I have been living under a rock for the past 5 - 8 years, and am just now getting up to speed with virtualization, virtual machines and platforms like VMware or VirtualBox. I think I am starting to get them, but there are two concepts about VMs that I'm just choking on for some reason; one has to do with their intrinsic benefit to the enterprise, and the other has to do with their practicality when being used.
So I understand that you can have multiple VMs running on the same physical machine, all doing their own "thing" as if they were separate machines. So let's say I want to make a nice little virtual network of servers in my home office so I can have a big sandbox to play inside of for all my projects. I set up 2 physical machines as servers, and on each of them I have, say, 4 virtual machines running (1 might be an app server, another might be a RDBMS, another might be a message broker, etc.).
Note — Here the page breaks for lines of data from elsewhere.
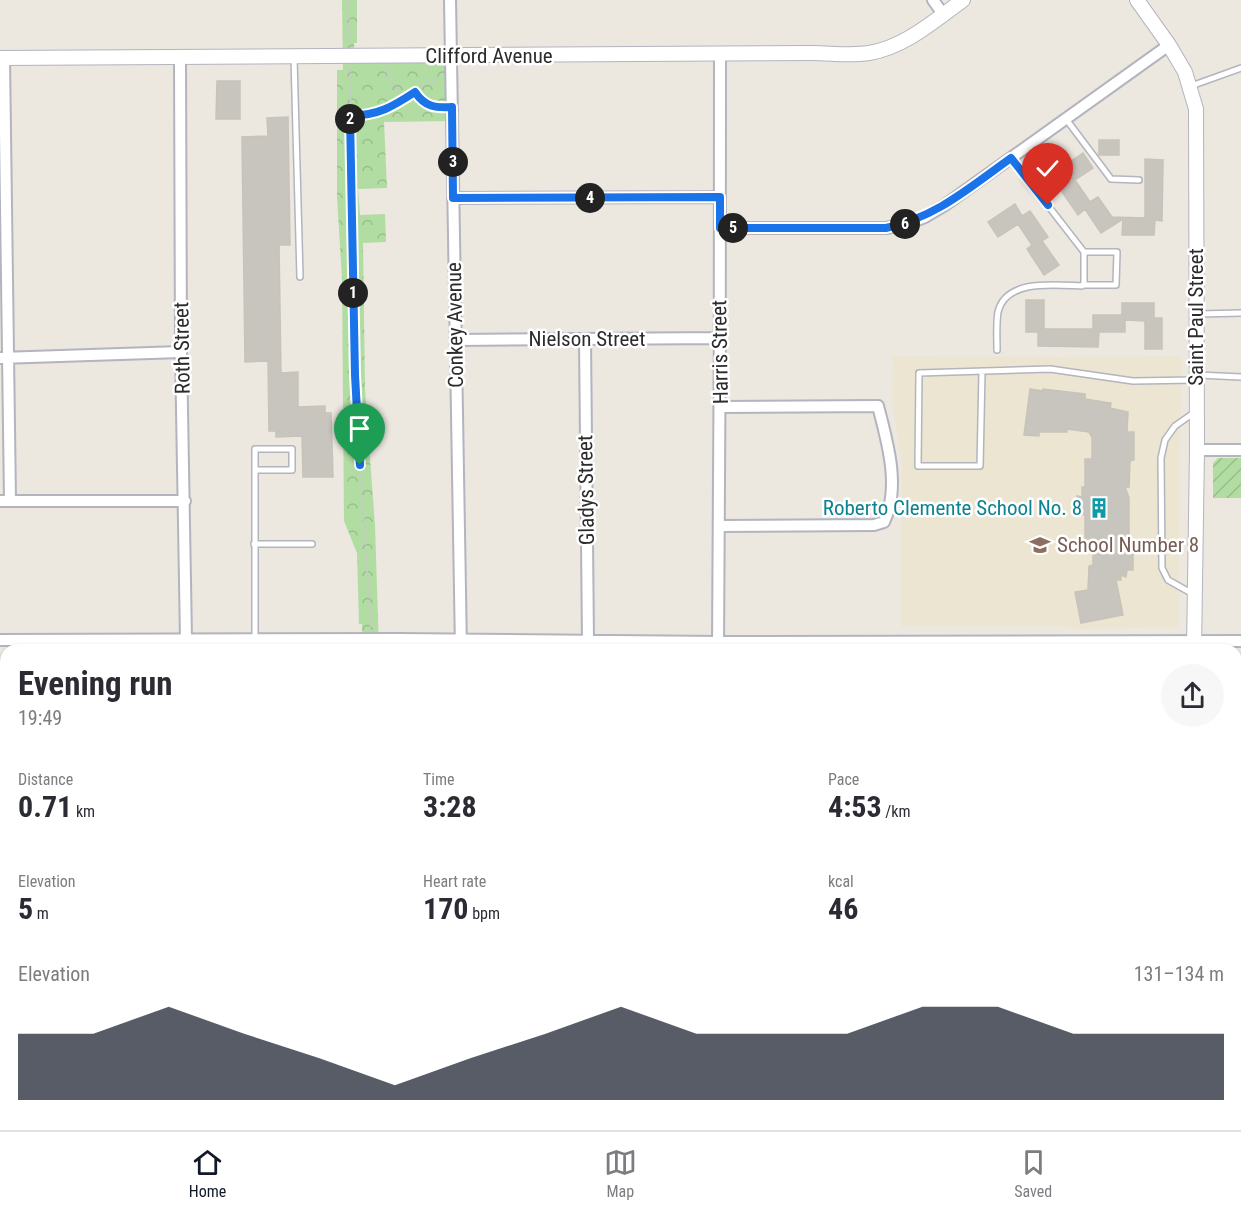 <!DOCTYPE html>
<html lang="en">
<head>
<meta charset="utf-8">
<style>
  body { margin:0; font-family:"Roboto Condensed",sans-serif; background:#f7f7f7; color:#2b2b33; height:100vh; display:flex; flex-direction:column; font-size:22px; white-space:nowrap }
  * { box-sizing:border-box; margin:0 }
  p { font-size:20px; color:#7c7c81 }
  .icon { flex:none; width:33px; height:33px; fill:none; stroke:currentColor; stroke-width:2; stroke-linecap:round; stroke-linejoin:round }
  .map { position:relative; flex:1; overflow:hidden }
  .details { position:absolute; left:0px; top:644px; width:1242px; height:488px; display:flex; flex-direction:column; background:#fff; border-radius:18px 18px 0 0; box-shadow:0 2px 4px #0004 }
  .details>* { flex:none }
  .pin { position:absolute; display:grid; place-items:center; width:51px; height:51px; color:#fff; margin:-62px -26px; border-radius:50% 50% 50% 0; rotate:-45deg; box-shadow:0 0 6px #0007 }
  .pin .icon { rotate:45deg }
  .km { position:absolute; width:30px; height:30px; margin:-15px; border-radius:50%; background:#222; color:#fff; font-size:16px; line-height:30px; text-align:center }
  .round { display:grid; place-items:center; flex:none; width:63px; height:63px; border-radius:32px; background:#f7f7f7 }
  .summary { display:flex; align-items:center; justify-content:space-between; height:102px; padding:0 18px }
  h1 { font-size:33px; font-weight:700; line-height:45px }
  .figures { display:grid; grid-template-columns:repeat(3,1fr); gap:9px; height:102px; padding:6px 18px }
  .figures div { display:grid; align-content:center }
  .figures b { font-size:30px; font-weight:700 }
  .figures small { font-size:16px; font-weight:400 }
  .figures p { font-size:16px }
  .chart { height:168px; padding:12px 18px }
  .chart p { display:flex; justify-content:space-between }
  .chart svg { width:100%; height:108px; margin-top:6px; fill:#111827; opacity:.7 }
  .tab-bar { display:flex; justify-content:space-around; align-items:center; height:84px; border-top:2px solid #e1e1e2; background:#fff; font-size:16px; color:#7c7c81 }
  .tab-bar a { display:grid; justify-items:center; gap:3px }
  .tab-bar .on { color:#111827 }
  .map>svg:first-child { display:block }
</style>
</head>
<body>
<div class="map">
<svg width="1241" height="1130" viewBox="0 0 1241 1130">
  <defs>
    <pattern id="park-crowns" width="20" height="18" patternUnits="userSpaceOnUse" patternTransform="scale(1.5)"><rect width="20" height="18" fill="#b1dda2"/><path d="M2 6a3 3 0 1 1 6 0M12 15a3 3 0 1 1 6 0" fill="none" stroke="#98be8c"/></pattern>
    <pattern id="garden-furrows" width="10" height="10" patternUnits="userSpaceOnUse" patternTransform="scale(1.5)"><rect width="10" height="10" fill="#b1dda2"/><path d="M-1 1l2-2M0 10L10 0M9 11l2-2" fill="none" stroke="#98be8c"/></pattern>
  </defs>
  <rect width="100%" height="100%" fill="#ece7df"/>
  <path fill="#ece5d1" d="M893,356L1059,357L1181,356L1178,627L1077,629L1058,626H901L902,464L892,400Z"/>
  <path fill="url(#park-crowns)" d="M342,0H357V43H354L355,56H451L452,121L384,122L387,188L358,189L360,215L385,214L386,242L363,243L365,389L375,526L379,649H362V624H359L357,553L344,521L342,279L337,197V70H343Z"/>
  <path fill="url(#garden-furrows)" d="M1218,458H1241V498H1213V463Z"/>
  <path fill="#c8c5be" stroke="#c7c3b9" stroke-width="1.5" d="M217,81H240V119H216Z
    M288,117L290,245H279L281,373L298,372V407L325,406V413H331L333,477H303L302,436L276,437V431H269L268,361L245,362L242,137L268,136L267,118Z
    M1099,140H1119V155H1099Z
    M1083,153L1093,168L1075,180L1090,202L1098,197L1112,217L1145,218V159L1163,160L1162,221L1155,220L1154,235H1122L1123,219L1101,233L1085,209L1078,215L1060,189L1066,184L1057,171Z
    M1015,204L1022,216L1030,211L1048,237L1042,241L1059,265L1044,275L1027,249L1032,245L1018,224L998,237L988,222Z
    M1026,300H1044V329H1093V315H1122V303H1154V318H1162V349H1145V321L1125,320V332H1099L1098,347L1038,346V332H1026Z
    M1030,389L1043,391V389L1085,394V399L1111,403L1110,408L1128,412L1127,432H1134V460L1130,461L1129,487H1125L1129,498V541L1133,542V570H1127L1126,577L1121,575V580H1116L1123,615L1081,623L1075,592L1088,590L1089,566L1093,565V542H1085V515L1077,514V496L1082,497V487H1085V459H1092V437L1089,432L1067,429V432H1039V436L1024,435Z"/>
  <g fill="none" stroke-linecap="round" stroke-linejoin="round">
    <g stroke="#b3b4be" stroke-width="8">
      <path id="service" d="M294,58L300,277
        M1191,86L1241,68
        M1066,119L1111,179L1139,180
        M1083,285H1116L1117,252H1084
        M1198,314L1241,313
        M997,350C997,338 996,324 998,312C1006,278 1057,285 1082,286L1084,283V252L1011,158
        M982,371L980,466H918L919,373L1050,369L1133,381L1195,380
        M1198,375L1241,377
        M255,470V449H292V470H255V639
        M254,544H312
        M1193,594L1168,580L1162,568L1161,458L1165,440L1175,426L1195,412
        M277,1130V1125
        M1074,1130V1125"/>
    </g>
    <g stroke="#b3b4be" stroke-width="14">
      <path id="minor" d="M450,0L461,650
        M933,0L943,14
        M4,58L10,501
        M180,58L181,352L186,639
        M453,198L720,197
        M720,228H886L907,224L925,217L945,205L1169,45
        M585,339L588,641
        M456,340L719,338
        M0,358L181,352
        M1197,450H1241
        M0,501H185
        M719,526L874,525L884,522C901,487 887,441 878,406L721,407
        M0,640L399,639L718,642L1241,641
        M718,650C720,451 720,253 720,54
        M1236,791H1241
        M0,806H6
        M1236,810H1241
        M0,964H6
        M469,1125V1130"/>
    </g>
    <g stroke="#b3b4be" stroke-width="15">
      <path id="tertiary" d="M0,1123H6"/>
    </g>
    <g stroke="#b3b4be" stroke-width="16">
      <path id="secondary" d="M1137,0L1169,45L1185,72L1196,109L1197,450L1194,650
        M0,58L812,53C831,53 850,56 869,53C905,47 934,21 963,0
        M1192,1130V1125"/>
    </g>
    <path stroke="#c8c8c8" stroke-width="2" stroke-dasharray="4.5 3" stroke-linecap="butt" d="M349,0V44
      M350,68L355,390L371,629
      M385,68L386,74L404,98
      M415,91L425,104L440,108
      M351,116L374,114L383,111L431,80L440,79
      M374,1125V1130"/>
    <use href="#service" stroke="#fff" stroke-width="5"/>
    <use href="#minor" stroke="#fff" stroke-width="10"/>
    <use href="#tertiary" stroke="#fff" stroke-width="12"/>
    <use href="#secondary" stroke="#fff" stroke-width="14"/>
  </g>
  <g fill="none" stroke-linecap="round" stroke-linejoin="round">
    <g stroke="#fff" stroke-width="12">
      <path id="route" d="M360,465L355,375L350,116C379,115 392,107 415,92C425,107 435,108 452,107L453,198L720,197V228H886C937,217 970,187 1011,158L1048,205"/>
    </g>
    <use href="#route" stroke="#1a73e8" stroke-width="8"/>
  </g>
  <defs>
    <g id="building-bare" transform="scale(1.62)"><path d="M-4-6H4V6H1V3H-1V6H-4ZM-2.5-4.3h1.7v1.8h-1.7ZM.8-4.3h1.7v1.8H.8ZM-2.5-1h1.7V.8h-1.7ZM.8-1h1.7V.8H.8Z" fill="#0f9aa8" stroke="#fff" stroke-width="2.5" paint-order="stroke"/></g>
    <g id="school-bare" transform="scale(1.62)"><path d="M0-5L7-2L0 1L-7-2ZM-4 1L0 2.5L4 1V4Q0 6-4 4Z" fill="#8d6e63" stroke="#fff" stroke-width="2.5" paint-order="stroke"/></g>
  </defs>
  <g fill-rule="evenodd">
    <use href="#building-bare" x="1099" y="508"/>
    <use href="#school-bare" x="1040" y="545"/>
  </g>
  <g text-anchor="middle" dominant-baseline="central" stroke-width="5" stroke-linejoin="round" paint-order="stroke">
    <g font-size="21" fill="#2c2c2c" stroke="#fff">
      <text x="489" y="56">Clifford Avenue</text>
      <text transform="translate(1196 317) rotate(-90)">Saint Paul Street</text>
      <text transform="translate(455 325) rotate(-91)">Conkey Avenue</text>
      <text x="587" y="339">Nielson Street</text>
      <text transform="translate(182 348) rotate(-91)">Roth Street</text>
      <text transform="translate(720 352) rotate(-91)">Harris Street</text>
      <text transform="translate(586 490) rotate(-91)">Gladys Street</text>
    </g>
    <g font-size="21" fill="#0d838f" stroke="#fff" text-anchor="end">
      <text x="1082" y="508">Roberto Clemente School No. 8</text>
    </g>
    <g font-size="21" fill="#785e54" stroke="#fff" text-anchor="start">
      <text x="1057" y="545">School Number 8</text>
    </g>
  </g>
</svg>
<div class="pin" style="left:360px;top:465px;background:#1e9e55"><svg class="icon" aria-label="arrive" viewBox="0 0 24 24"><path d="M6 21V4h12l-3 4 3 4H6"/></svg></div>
<div class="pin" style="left:1048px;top:205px;background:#d93025"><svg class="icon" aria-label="check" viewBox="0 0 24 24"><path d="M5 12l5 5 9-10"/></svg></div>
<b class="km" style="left:353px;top:293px">1</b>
<b class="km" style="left:350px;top:119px">2</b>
<b class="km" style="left:453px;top:162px">3</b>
<b class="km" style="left:590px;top:198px">4</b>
<b class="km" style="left:733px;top:228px">5</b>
<b class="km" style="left:905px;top:224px">6</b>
<section class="details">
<div class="summary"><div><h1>Evening run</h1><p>19:49</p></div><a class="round"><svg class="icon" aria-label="share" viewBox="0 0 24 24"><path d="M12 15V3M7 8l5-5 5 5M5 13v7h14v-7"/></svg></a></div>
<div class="figures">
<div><p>Distance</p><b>0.71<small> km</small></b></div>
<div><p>Time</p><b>3:28</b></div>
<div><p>Pace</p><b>4:53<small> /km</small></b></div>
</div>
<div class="figures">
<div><p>Elevation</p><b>5<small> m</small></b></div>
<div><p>Heart rate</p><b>170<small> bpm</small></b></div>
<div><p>kcal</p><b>46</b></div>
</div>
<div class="chart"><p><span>Elevation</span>131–134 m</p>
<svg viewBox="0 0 160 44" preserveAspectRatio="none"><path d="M0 44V17L10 17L20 6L30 17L40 27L50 38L60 27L70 17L80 6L90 17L100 17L110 17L120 6L130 6L140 17L150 17L160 17V44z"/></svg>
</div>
</section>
</div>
<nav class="tab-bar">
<a class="on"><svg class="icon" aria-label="home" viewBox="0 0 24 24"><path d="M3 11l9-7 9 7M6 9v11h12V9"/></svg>Home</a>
<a><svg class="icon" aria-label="map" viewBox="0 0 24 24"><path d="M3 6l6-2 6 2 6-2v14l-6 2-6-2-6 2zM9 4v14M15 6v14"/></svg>Map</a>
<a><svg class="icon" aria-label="saved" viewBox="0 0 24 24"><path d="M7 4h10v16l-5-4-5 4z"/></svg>Saved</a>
</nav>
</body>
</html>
Besides saving me money (as I only have to provide 2 physical machines instead of buying 8 servers), what instrinsic benefit/purpose do these VMs serve here? I don't care how clever virtual machines are, if my computer only has 8GB of RAM, and I have 4 VMs running on it, those VMs only get 8GB of RAM to share between them. Putting 4 VMs on my server doesn't endow it with 4 times that amount of RAM! So, as far as I see it, VMs save you money on hardware, but just end up bogging down that hardware as you have multiple machines competing over the same pool of resources. What am I missing here?
Can VMs communicate with each other over your network using high-level protocols like TCP/IP, HTTP, FTP, etc.? Otherwise, it just doesn't make sense to implement all these VMs if you have to feed them separate and independent chunks of data/requests to process.